Bot: I don’t know… Aaaaaargh!
Express wrangling
In response to my issue describing this Forwarded vs X-Forwarded headers problem, the lovely folks at Express pointed out there is a way to override request properties using the Express extensions API. Visit the issue for more detail, but the summary is that I can intercept all requests and overwrite the “ip” and “protocol” properties with the values in the Forwarded header (if present), and ignore the X-Forwarded headers entirely. The end result is that our Express Session middleware sees IP and protocol identifying the secure API Gateway, not the insecure load balancer, thus happily returns the Set-Cookie header to the client, and our user session is successfully established 🥂
Victory is mine!
So that’s how you do it. If you want to see it in action, here’s a repo on GitHub with the final working solution, also including an attempt with Network Load Balancer that didn’t work.
A twist in the tale
This intermediate architecture is different enough to our ultimate solution that when it came time to remove the gateway, there was an unpleasant surprise. It turns out you cannot add authorization to an Application Load Balancer as you can with API Gateway; instead the load balancer will only allow initiating authentication and provides no mechanism to verify an access token in incoming requests.
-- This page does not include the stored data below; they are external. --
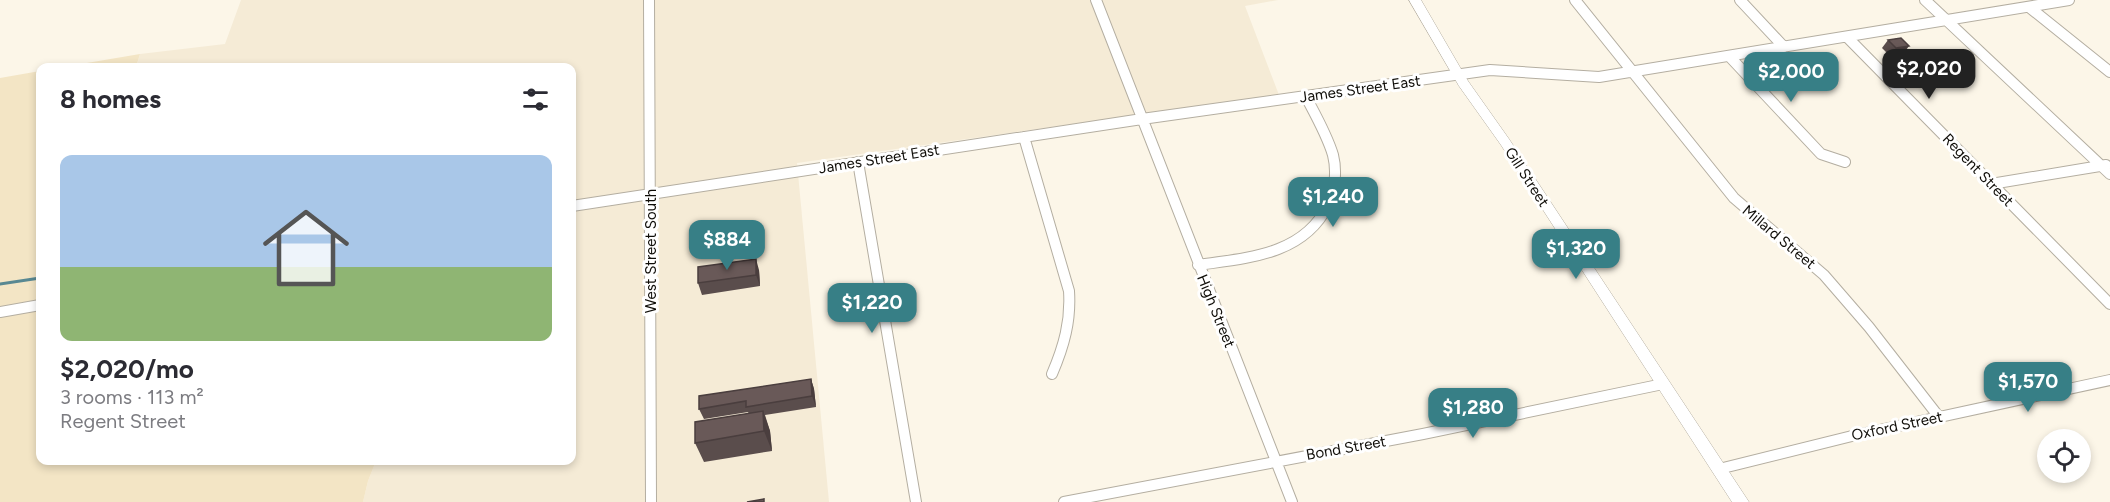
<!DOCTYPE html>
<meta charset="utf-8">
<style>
:root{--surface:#fff;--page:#f2f2f3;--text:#2b2b33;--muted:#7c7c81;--accent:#377f86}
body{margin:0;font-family:Figtree,sans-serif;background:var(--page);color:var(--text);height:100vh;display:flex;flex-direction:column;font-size:22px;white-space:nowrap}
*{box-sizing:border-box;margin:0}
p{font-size:20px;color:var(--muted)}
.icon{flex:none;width:33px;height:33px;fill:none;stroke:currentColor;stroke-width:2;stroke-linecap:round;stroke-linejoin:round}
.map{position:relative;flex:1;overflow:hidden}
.details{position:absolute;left:36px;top:63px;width:540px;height:402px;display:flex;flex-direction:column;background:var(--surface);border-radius:12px;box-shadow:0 3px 9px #0003}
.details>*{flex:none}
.tools{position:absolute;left:2037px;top:429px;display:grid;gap:12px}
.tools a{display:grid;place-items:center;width:54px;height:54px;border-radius:50%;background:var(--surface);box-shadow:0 3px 9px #0003;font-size:30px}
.price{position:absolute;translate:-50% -51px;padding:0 14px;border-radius:12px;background:var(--accent);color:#fff;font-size:20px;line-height:39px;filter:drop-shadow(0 2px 3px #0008)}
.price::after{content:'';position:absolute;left:50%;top:36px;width:18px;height:14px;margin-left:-9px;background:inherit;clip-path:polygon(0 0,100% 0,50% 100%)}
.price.active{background:#222;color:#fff}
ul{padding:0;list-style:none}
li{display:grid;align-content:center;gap:12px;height:318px;padding:0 24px}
li span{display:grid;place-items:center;height:186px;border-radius:12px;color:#555}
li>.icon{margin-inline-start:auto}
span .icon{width:108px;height:108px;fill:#fffc;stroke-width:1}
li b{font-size:26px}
h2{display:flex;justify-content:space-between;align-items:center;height:72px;padding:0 24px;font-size:26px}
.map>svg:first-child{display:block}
.built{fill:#f5ebd6}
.green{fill:#f3e5c5}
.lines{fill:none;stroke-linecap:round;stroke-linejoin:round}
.stream{stroke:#588892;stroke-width:3}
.minor-casing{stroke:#b4aea1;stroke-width:12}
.major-casing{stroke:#b4aea1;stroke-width:1}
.minor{stroke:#fff;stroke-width:10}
.major{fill:#fff;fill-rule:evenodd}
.wall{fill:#5a4d4c}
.shaded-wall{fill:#4a3e3e}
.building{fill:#695958;stroke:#4a3e3e;stroke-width:1.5}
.labels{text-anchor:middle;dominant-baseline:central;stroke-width:6;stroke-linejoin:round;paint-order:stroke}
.street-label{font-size:15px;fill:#0f0d08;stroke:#fff}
</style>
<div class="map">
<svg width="2110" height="502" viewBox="0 0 2110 502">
<rect width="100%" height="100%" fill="#fcf6e8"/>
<path class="built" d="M241,0H1278L1245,6L1279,95L797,163L829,502H363L368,481L376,461L572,460V68H136L140,54L225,44Z"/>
<path class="green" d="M140,54L136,67H63Z
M40,71V460L376,461L368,481L363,502H0V78Z"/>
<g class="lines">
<path class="stream" d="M0,284L40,278"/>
<defs>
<path id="minor" d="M649,0L651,502
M1096,0L1292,502
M1575,0L1734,198L1824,275L1869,327L1939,417
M1740,0L1784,47
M1925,0L2110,174
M2029,7L2110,72
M1847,37L2110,304
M1729,56L1821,154L1845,162
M1024,137L1069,291C1071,321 1064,346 1052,374
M858,162L916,502
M1991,184L2106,165
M572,206L1142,119L1490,70L1599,77L2069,0
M1198,265C1247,258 1304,255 1328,205C1335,190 1337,171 1333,155C1327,135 1316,116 1306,97
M0,312L40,305
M1719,469L1852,436L2110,380
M1064,502L1423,434L1663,384"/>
<path id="major" d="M1409,0H1421L1468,81L1509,139L1749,502H1732L1501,145L1459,86Z"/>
</defs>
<use href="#minor" class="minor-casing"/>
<use href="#major" class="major-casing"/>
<use href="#minor" class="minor"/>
<use href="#major" class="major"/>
</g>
<path class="wall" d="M1888,40L1903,54L1890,56L1882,48Z
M759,270L760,286L702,295L698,283Z
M811,379L814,389L816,407L765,415L770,431L772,451L704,462L695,443L749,414L748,412L704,419L699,409Z"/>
<path class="shaded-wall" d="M1909,46L1903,54L1890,56L1896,48Z
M756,259L759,270L760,286L756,275Z
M811,379L814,389L816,407L812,396Z
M763,411L770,431L772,451L764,431Z"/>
<path class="building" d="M1901,38L1909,46L1896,48L1888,40Z
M756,259V275L698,283V267Z
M811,379L812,396L746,407V401L699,409V396Z
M763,411L764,431L695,443V422Z
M764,499V502H747Z"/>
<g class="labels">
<g class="street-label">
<text transform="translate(1360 89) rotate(-8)">James Street East</text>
<text transform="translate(879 159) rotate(-9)">James Street East</text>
<text transform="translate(1978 170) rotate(46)">Regent Street</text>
<text transform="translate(1527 177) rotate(57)">Gill Street</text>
<text transform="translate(1779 237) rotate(40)">Millard Street</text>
<text transform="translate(651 251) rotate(-90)">West Street South</text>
<text transform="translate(1216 311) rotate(68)">High Street</text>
<text transform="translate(1897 426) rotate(-12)">Oxford Street</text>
<text transform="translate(1346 448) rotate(-10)">Bond Street</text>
</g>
</g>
</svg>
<div class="tools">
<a><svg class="icon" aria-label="locate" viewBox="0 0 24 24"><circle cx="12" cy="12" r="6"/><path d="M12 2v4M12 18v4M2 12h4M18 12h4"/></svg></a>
</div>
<b class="price active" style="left:1929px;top:100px">$2,020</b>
<b class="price" style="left:1791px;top:103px">$2,000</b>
<b class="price" style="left:1333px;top:228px">$1,240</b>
<b class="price" style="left:727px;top:271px">$884</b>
<b class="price" style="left:1576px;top:280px">$1,320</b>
<b class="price" style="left:872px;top:334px">$1,220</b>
<b class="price" style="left:2028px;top:413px">$1,570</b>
<b class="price" style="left:1473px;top:439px">$1,280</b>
<section class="details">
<h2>8 homes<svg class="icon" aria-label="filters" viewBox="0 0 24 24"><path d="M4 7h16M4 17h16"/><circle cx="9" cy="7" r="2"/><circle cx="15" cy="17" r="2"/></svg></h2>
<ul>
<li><span style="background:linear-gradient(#a9c7e8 60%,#8fb573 0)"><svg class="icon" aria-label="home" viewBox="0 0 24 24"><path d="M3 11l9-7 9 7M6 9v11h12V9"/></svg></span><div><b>$2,020/mo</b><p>3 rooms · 113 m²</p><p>Regent Street</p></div></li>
</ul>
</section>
</div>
For this reason, I decided to put a CloudFront proxy in front of the load balancer, with an Edge Function to perform token verification. Because in theory you could hit the load balancer directly to bypass authorization, I also added a custom header to authorized requests in my edge function, and added filtering at the load balancer to reject any request not coming through CloudFront. As a final security measure, you can also use a CloudFront prefix list at the load balancer to block requests not originating from CloudFront. But all that would be unnecessary if we could simply authorize requests at the load balancer.
So, was it all worth it?
I learned a whole lot about secure cookies, proxy headers, and how fickle different AWS services can be. In terms of education it was worth some pain, but that pain cost time and money, so …
No!
Let me save you some time, money and pain. Domains can be really cheap - $3 a year cheap - so just buy one and architect it right first time. When you have a permanent home for your application, all you will need to swap out is domain and certificates. At the time of writing, holyhandgrena.de is available for $9/year. Boom!